- Task requirements -
Return every line from the records below that has the word "button".

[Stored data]
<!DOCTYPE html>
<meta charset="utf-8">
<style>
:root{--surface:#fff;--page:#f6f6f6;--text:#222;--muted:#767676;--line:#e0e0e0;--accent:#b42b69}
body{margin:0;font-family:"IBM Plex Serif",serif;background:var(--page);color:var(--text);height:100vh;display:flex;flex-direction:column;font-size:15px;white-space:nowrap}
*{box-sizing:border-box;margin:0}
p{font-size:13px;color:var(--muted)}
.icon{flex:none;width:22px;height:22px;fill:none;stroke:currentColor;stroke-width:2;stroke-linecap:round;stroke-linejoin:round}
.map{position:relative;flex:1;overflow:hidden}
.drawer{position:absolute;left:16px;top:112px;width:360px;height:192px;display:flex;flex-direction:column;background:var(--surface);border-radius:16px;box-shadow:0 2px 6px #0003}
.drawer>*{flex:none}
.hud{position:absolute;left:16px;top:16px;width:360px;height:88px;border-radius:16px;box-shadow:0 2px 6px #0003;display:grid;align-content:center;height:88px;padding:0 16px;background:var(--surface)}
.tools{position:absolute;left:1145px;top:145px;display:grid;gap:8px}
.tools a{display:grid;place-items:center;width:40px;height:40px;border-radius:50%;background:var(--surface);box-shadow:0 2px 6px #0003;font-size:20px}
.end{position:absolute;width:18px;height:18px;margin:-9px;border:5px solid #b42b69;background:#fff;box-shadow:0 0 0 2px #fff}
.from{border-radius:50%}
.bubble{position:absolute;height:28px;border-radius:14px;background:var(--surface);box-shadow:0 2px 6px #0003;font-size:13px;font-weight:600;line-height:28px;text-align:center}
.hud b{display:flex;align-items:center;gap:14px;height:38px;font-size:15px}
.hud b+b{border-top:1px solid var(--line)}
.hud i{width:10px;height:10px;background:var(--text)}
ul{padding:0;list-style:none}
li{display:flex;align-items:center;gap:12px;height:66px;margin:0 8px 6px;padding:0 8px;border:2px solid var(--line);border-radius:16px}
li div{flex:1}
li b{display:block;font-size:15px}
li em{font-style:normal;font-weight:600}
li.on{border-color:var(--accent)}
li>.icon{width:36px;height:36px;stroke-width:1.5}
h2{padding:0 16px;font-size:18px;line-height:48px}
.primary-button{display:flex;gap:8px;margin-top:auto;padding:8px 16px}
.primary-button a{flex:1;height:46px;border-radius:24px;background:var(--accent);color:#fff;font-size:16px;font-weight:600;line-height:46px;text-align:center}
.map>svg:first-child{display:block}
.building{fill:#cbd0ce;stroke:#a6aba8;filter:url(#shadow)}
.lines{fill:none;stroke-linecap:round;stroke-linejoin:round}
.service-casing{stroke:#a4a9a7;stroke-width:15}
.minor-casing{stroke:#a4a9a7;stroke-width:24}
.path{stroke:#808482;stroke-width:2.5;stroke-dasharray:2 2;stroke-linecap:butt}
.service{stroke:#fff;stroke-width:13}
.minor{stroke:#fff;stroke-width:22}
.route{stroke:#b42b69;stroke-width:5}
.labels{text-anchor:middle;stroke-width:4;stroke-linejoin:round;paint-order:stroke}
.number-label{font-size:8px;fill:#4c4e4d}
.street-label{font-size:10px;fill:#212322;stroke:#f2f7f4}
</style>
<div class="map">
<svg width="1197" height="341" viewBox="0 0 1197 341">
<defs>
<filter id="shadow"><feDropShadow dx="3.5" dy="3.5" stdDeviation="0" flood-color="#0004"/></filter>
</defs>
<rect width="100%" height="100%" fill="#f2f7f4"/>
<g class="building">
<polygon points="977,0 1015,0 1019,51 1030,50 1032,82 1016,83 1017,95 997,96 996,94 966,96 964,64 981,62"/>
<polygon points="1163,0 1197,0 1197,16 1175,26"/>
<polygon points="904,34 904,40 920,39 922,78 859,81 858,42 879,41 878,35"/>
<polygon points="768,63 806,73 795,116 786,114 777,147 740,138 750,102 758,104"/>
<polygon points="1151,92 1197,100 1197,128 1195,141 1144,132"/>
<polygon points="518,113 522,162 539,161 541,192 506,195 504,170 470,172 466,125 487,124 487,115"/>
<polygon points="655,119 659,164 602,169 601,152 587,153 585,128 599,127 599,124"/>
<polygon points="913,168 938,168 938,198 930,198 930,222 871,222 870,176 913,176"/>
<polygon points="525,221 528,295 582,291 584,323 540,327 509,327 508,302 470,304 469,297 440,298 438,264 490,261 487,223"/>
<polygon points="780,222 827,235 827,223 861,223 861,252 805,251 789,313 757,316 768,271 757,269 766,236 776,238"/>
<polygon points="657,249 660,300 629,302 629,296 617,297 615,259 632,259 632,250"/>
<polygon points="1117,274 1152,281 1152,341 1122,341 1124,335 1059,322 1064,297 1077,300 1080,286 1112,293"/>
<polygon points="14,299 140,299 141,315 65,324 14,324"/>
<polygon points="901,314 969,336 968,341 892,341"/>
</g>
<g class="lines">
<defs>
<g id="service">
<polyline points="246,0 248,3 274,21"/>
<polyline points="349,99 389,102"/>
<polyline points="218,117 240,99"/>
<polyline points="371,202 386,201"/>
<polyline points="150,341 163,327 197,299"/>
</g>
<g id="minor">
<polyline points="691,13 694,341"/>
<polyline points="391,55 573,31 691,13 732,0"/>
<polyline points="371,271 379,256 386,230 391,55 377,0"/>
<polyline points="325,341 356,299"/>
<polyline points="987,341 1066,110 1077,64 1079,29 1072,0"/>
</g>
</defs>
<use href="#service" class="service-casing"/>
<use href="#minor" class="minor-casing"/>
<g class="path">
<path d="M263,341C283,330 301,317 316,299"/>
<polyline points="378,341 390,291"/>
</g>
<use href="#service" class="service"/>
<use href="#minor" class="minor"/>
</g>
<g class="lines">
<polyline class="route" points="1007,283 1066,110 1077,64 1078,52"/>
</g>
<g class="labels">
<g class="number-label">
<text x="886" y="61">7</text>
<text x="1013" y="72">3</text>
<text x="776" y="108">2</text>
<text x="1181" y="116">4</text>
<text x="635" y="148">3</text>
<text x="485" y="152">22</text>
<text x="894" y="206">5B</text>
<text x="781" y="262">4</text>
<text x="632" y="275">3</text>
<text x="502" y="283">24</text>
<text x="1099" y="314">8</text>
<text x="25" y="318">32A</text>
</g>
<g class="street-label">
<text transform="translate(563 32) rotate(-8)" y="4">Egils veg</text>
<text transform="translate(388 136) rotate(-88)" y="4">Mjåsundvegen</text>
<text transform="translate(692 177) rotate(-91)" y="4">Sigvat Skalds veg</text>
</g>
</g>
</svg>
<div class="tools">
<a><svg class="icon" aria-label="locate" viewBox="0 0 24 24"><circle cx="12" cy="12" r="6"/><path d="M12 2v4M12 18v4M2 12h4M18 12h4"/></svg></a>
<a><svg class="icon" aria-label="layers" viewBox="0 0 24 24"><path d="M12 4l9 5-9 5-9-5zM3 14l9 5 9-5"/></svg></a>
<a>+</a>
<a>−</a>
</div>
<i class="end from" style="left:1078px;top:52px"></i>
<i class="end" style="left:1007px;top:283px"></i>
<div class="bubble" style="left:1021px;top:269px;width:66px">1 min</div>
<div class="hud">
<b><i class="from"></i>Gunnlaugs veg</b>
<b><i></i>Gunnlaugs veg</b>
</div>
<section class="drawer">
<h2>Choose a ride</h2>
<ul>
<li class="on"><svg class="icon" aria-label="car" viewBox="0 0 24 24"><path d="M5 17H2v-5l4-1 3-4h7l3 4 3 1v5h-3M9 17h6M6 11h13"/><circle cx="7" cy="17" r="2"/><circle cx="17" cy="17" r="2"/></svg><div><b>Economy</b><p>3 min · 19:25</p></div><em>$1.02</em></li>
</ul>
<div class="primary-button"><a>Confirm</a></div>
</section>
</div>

- Problem solution -
.primary-button{display:flex;gap:8px;margin-top:auto;padding:8px 16px}
.primary-button a{flex:1;height:46px;border-radius:24px;background:var(--accent);color:#fff;font-size:16px;font-weight:600;line-height:46px;text-align:center}
<div class="primary-button"><a>Confirm</a></div>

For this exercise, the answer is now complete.